### Your assignment
Lines that include "above" make up the answer; copy all of them from the data below.

### Provided information

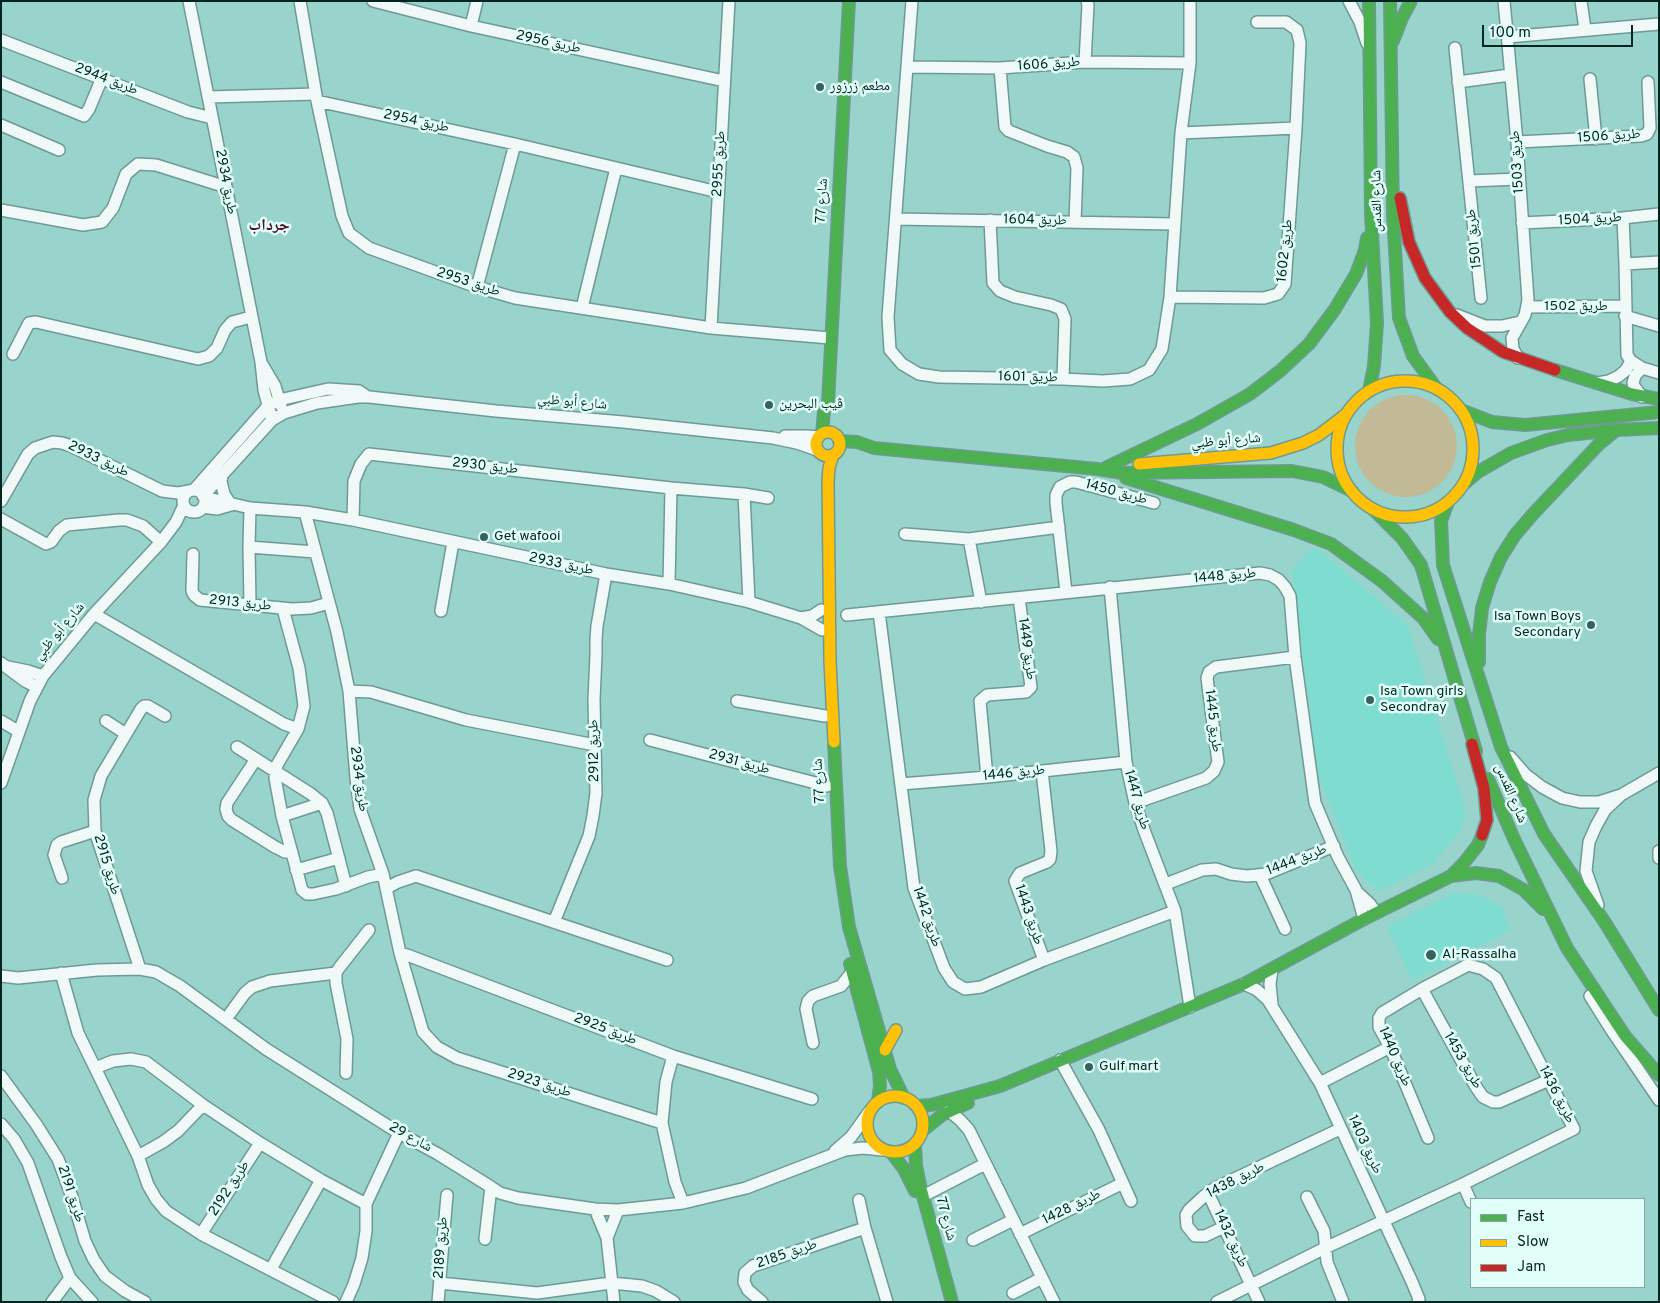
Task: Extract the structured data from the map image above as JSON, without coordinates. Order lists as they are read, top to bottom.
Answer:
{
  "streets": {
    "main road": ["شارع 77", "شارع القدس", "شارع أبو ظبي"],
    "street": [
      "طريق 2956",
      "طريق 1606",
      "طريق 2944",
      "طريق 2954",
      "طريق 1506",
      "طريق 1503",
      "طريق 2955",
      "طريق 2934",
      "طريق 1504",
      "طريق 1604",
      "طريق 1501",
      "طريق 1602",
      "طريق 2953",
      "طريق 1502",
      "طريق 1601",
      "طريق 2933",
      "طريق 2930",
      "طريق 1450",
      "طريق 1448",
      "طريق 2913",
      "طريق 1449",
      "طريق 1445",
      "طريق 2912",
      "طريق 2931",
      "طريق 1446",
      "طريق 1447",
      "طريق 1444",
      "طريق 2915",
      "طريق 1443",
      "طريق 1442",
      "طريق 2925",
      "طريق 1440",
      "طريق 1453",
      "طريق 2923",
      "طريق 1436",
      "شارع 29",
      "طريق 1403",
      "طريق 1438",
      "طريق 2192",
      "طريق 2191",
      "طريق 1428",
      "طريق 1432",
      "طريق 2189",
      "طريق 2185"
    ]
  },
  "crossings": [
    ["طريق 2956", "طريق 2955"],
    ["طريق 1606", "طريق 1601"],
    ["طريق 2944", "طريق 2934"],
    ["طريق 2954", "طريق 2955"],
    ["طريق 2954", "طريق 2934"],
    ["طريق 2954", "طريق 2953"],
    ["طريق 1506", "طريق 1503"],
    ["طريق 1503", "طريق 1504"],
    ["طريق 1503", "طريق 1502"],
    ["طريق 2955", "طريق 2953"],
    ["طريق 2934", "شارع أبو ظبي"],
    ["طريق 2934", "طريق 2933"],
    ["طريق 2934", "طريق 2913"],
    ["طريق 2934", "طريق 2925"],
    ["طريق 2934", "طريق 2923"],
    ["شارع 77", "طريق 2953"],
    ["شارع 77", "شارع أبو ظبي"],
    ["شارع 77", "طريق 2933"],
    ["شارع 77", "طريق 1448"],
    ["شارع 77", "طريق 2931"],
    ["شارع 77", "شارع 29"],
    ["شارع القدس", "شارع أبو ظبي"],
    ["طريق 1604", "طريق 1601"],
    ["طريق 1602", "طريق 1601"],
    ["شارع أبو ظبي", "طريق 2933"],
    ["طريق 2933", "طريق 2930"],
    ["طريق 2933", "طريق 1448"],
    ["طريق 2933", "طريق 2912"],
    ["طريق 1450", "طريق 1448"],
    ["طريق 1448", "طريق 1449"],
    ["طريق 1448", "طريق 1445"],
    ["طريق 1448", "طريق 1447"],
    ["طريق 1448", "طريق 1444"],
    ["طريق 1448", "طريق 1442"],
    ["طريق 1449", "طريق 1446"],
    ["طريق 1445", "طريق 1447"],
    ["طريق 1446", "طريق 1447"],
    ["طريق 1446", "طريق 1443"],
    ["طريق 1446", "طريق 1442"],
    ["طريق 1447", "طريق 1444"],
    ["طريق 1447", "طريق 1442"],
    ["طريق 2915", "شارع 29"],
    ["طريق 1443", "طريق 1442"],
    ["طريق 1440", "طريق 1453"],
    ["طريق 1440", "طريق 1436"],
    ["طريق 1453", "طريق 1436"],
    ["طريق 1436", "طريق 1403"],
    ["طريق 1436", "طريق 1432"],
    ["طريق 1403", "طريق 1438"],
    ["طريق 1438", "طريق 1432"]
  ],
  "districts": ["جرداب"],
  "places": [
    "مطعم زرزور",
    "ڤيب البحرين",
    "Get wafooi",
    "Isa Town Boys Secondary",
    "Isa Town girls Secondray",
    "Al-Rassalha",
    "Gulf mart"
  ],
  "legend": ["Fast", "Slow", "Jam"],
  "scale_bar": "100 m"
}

---

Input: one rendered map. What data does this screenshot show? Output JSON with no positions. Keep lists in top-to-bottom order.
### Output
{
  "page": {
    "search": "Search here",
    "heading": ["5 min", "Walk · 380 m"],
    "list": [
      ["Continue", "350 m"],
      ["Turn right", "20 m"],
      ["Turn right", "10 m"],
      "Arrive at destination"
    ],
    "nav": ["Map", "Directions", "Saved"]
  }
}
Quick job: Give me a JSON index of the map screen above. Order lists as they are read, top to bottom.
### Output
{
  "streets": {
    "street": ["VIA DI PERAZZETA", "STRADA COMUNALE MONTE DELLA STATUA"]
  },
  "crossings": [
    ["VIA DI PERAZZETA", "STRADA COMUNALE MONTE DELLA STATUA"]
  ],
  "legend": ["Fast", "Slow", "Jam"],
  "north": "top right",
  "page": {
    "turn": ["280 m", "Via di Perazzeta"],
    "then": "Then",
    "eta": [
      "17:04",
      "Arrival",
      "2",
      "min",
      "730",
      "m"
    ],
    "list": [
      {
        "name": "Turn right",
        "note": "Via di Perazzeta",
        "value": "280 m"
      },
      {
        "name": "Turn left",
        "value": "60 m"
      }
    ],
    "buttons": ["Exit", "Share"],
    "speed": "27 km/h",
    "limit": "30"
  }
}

* * *

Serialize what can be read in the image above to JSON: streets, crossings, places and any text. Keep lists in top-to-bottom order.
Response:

### Your response
Task: Extract the structured data from the map image above as JSON, without coordinates. Order lists as they are read, top to bottom.
Quick job: Give me a JSON index of the map screen above. Order lists as they are read, top to bottom.
Serialize what can be read in the image above to JSON: streets, crossings, places and any text. Keep lists in top-to-bottom order.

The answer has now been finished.